Sustainable travel tip: Churchill Wild offers on-foot, low-impact tours from its three ecologically sensitive lodges along the shores of Hudson Bay. Frontiers North Adventures, a long-established, family-owned company specialises in sustainably minded tourism in Churchill and across Canada’s north.
5. Japan
If there’s ever a season for travel to Japan, autumn is arguably prime time.

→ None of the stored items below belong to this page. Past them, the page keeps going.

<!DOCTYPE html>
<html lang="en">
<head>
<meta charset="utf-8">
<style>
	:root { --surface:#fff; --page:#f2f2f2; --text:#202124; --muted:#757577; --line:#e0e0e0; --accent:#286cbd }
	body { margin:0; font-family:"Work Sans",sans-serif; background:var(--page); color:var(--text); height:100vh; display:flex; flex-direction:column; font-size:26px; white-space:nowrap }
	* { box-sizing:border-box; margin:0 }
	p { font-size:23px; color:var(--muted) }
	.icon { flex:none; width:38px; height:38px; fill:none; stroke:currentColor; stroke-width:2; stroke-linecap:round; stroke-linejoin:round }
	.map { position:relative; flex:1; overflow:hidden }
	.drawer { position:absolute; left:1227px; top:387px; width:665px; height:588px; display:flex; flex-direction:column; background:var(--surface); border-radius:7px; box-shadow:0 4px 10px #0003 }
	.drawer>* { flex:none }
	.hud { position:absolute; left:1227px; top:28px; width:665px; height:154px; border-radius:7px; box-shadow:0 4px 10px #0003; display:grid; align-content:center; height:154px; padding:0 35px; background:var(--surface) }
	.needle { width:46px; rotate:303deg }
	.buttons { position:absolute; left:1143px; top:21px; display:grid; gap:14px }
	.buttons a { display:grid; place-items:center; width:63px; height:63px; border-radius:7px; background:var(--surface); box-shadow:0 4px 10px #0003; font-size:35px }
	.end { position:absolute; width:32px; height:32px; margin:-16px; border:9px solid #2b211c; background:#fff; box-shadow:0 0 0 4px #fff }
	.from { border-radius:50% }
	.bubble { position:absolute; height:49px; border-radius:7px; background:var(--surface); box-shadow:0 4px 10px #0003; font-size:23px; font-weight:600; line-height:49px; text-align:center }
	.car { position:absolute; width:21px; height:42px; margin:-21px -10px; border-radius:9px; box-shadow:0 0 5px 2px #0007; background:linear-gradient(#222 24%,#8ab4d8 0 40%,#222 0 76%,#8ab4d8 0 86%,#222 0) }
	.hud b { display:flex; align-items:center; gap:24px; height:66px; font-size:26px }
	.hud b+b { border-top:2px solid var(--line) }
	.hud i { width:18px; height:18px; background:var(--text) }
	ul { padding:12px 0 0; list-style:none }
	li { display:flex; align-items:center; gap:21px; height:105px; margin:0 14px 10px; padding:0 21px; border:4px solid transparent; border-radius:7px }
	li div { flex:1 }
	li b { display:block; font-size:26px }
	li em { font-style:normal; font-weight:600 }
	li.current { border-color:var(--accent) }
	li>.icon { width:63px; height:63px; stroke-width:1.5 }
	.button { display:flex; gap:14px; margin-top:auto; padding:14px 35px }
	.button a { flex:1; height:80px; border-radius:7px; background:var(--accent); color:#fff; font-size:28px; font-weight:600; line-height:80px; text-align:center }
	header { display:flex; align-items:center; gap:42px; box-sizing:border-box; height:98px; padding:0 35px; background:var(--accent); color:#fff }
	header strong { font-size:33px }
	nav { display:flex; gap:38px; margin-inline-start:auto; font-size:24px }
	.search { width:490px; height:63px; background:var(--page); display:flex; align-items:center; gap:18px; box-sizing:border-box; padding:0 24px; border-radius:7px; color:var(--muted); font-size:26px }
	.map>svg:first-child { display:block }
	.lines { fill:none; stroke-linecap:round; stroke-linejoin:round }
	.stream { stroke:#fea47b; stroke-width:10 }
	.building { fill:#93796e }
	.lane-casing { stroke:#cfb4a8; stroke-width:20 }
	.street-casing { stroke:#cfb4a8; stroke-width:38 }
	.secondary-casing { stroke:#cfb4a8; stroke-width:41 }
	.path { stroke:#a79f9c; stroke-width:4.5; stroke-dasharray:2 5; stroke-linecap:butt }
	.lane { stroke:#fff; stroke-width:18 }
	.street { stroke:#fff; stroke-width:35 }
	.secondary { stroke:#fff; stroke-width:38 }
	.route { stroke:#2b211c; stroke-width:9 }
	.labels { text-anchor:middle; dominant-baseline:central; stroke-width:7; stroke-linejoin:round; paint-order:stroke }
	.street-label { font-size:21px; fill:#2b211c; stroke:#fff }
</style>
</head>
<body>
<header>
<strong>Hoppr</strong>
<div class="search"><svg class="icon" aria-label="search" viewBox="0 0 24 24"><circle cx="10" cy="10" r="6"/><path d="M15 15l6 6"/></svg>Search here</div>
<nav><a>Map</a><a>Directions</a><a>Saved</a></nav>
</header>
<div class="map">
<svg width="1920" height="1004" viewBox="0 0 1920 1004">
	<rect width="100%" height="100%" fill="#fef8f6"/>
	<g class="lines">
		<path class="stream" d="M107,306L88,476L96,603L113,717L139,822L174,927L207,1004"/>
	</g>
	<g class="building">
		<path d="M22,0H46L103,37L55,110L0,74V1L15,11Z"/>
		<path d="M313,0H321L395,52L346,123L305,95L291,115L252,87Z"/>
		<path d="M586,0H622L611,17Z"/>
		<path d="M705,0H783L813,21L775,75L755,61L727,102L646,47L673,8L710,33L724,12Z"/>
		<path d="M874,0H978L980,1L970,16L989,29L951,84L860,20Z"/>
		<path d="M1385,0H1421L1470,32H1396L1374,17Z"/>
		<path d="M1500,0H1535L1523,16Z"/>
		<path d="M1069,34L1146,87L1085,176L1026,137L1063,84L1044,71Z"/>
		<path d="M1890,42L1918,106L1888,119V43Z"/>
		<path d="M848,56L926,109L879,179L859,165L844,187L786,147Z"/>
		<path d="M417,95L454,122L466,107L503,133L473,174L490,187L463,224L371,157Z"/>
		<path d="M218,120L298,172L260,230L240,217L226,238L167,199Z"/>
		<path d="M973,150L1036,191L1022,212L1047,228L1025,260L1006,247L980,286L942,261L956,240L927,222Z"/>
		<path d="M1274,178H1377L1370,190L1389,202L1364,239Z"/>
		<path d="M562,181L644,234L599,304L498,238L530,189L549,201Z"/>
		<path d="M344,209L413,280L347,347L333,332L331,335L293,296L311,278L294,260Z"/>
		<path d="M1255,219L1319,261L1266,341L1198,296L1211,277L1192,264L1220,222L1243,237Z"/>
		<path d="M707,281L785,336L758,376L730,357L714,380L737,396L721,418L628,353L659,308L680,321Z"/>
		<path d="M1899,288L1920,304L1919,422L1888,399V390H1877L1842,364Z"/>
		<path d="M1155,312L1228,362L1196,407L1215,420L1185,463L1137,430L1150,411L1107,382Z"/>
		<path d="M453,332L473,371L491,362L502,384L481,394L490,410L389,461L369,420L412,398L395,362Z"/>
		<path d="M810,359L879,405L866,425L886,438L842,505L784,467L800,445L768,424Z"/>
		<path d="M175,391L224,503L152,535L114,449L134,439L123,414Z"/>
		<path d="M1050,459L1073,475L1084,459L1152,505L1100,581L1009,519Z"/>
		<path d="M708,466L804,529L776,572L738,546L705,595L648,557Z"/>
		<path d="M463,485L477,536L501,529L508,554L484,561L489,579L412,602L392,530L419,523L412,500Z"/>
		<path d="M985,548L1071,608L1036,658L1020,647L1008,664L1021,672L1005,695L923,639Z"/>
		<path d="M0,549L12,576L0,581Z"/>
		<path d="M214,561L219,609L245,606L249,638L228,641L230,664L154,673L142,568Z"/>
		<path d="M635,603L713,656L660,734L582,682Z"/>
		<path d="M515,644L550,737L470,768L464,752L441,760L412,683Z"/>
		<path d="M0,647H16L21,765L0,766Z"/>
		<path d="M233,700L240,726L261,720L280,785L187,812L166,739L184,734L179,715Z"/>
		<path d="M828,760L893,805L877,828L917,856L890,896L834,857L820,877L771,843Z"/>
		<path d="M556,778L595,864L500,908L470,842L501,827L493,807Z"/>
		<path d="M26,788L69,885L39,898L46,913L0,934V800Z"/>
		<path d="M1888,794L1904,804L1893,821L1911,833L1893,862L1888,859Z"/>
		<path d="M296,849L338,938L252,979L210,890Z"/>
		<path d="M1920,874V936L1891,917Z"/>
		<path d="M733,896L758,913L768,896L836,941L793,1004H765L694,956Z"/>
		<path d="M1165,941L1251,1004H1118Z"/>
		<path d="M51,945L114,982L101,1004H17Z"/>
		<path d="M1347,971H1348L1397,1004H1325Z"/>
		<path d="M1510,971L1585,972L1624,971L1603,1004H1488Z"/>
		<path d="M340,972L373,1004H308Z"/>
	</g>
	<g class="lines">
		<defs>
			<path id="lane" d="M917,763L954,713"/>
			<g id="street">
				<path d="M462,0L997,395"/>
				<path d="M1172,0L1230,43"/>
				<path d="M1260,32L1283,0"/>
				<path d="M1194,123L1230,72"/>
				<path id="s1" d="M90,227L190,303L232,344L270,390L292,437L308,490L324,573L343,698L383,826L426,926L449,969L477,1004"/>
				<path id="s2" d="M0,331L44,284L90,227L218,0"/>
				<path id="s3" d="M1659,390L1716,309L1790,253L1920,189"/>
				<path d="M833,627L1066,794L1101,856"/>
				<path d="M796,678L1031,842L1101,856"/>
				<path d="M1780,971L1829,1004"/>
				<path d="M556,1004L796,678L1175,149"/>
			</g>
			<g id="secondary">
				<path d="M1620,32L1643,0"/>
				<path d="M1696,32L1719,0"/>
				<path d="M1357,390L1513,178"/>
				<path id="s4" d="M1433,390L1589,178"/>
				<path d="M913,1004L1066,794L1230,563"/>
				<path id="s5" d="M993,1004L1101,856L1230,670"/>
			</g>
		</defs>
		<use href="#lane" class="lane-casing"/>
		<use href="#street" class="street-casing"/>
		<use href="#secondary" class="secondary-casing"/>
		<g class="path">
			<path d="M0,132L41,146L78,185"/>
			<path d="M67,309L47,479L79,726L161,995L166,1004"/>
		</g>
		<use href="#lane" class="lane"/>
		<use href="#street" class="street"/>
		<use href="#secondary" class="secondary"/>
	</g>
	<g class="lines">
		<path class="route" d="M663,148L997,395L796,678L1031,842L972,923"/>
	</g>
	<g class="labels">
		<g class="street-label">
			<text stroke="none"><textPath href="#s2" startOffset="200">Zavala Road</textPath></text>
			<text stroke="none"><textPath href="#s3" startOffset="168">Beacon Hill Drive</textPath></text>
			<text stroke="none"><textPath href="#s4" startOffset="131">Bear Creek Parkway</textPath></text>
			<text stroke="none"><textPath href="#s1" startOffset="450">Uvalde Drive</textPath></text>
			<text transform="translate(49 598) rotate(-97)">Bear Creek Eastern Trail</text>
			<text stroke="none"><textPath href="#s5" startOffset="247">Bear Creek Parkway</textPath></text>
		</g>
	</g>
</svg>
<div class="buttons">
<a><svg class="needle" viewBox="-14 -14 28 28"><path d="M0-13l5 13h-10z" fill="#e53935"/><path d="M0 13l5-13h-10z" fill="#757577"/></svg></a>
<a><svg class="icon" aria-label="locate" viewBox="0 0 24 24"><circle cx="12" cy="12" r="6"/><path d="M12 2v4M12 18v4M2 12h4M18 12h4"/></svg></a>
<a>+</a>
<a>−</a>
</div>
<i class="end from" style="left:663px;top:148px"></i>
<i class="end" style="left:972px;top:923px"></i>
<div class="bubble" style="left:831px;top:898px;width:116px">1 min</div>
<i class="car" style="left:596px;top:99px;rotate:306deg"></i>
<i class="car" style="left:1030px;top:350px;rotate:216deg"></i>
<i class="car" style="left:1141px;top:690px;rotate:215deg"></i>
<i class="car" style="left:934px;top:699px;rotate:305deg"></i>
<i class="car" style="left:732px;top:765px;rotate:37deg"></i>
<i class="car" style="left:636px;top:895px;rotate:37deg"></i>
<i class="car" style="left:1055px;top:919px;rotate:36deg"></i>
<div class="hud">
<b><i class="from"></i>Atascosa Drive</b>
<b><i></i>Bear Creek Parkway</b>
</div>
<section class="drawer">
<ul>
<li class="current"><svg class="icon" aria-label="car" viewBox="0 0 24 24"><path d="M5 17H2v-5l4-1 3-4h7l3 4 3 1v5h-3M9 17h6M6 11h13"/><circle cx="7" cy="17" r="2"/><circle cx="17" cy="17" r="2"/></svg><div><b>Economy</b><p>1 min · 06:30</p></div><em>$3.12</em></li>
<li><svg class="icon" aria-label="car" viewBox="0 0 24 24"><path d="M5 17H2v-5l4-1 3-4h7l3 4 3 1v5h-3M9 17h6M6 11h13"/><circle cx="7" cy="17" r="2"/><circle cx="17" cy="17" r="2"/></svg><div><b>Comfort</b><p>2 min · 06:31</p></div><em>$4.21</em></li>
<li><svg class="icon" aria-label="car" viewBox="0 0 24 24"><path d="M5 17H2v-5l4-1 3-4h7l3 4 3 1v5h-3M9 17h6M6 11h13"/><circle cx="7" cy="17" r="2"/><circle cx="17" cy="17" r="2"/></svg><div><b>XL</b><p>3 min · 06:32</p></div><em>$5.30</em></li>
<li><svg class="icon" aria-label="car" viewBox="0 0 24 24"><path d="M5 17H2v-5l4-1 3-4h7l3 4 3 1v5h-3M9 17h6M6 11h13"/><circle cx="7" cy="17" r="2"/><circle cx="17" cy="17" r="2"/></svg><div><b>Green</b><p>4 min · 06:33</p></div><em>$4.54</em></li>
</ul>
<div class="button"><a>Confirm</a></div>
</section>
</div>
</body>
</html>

Rivalling spring’s cherry blossom season, October is when parks, gardens and mountains across the central islands and Alps are ablaze with colourful trees. This is a time for momijigari (‘red leaf hunting’) tours, with train rides in and around Kyoto a popular way to take in rural landscapes.
Sustainable travel tip: Walk Japan specialises in on-foot exploration across some of Japan’s most beautiful rural and cultural destinations. Its low-impact tours, guided and self-guided, go off-the-beaten-track, often from village to village, staying in local guesthouses. These include tours that visit its community project in Kunisaki Peninsula in Kyushu.